* Exercise directions:
Before copying the entries, remove the pictures; everything else stays exactly as it is.

* Entries shown:
※

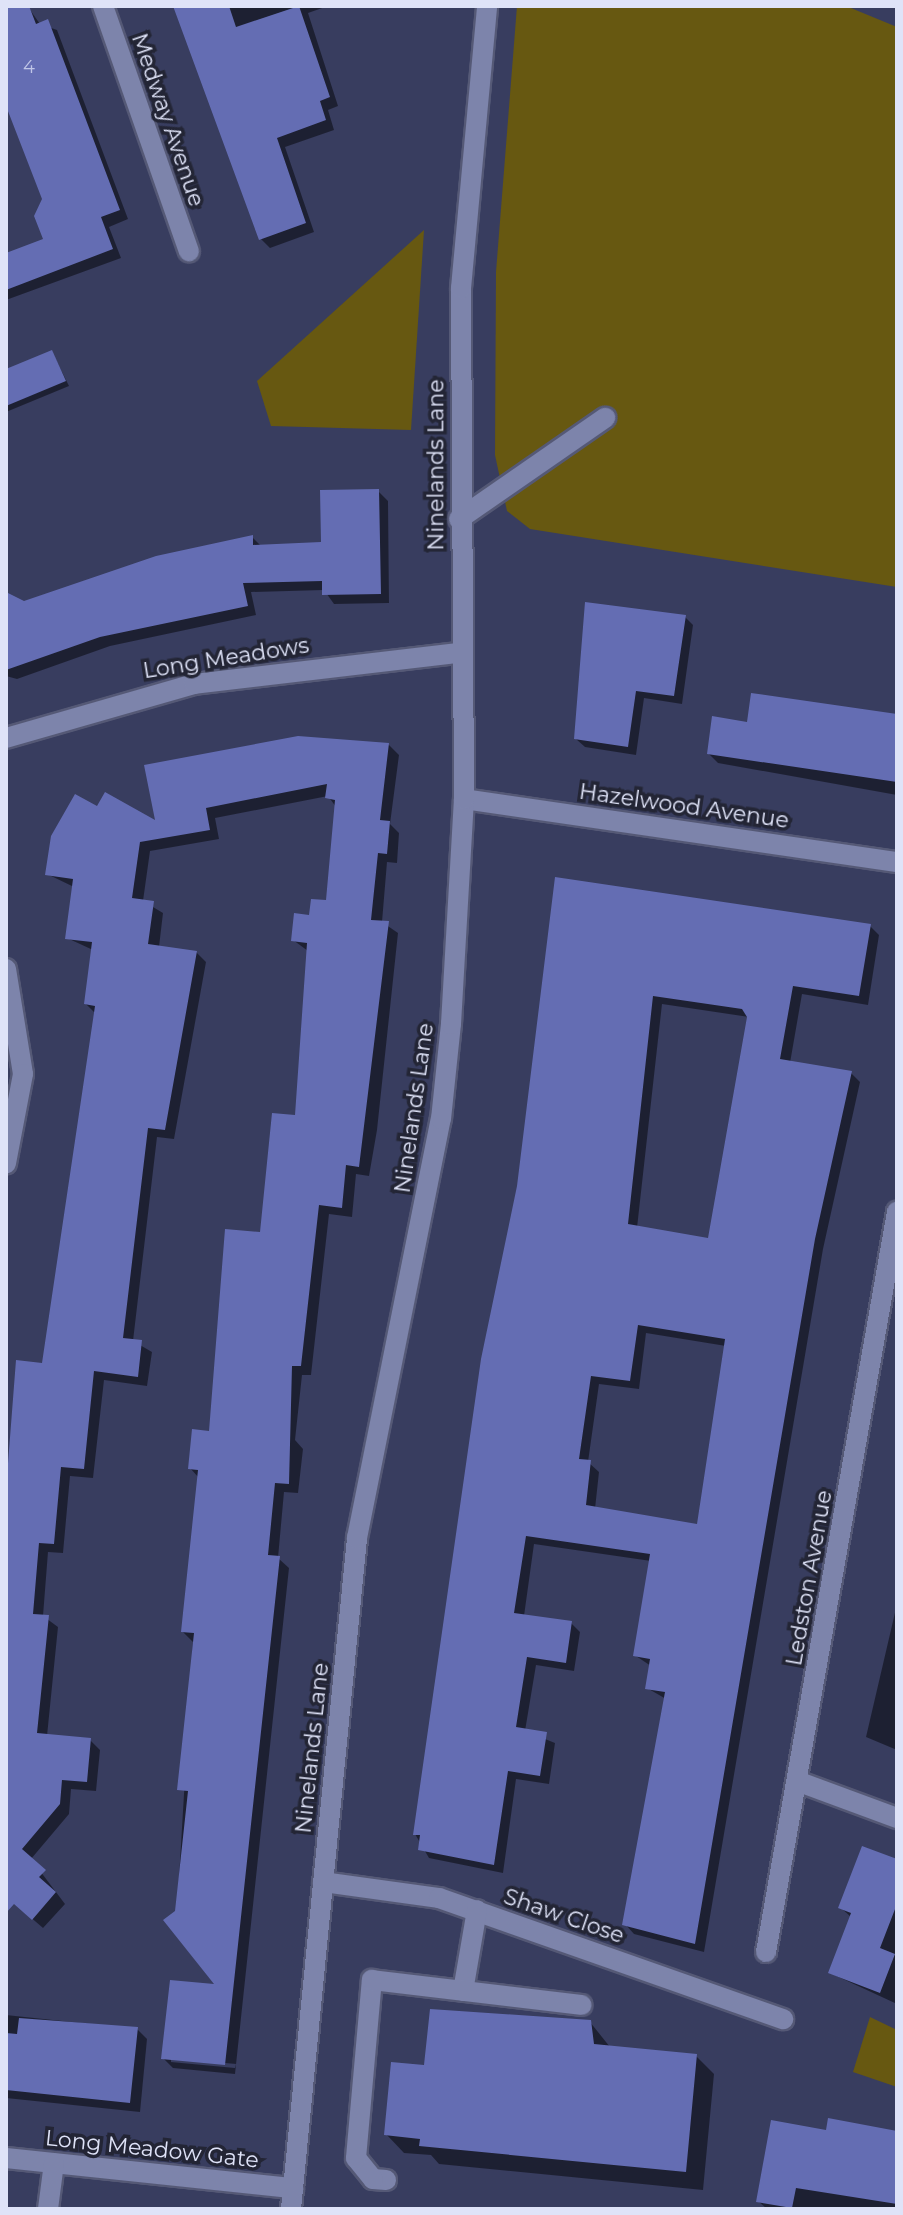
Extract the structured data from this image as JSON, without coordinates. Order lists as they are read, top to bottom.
{
  "streets": {
    "street": [
      "Medway Avenue",
      "Ninelands Lane",
      "Long Meadows",
      "Hazelwood Avenue",
      "Ledston Avenue",
      "Shaw Close",
      "Long Meadow Gate"
    ]
  },
  "crossings": [
    ["Ninelands Lane", "Long Meadows"],
    ["Ninelands Lane", "Hazelwood Avenue"],
    ["Ninelands Lane", "Shaw Close"],
    ["Ninelands Lane", "Long Meadow Gate"]
  ],
  "house_numbers": ["4"]
}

※

* Answer for this exercise:
Extract the structured data from this image as JSON, without coordinates. Order lists as they are read, top to bottom.
{
  "streets": {
    "street": [
      "Medway Avenue",
      "Ninelands Lane",
      "Long Meadows",
      "Hazelwood Avenue",
      "Ledston Avenue",
      "Shaw Close",
      "Long Meadow Gate"
    ]
  },
  "crossings": [
    ["Ninelands Lane", "Long Meadows"],
    ["Ninelands Lane", "Hazelwood Avenue"],
    ["Ninelands Lane", "Shaw Close"],
    ["Ninelands Lane", "Long Meadow Gate"]
  ],
  "house_numbers": ["4"]
}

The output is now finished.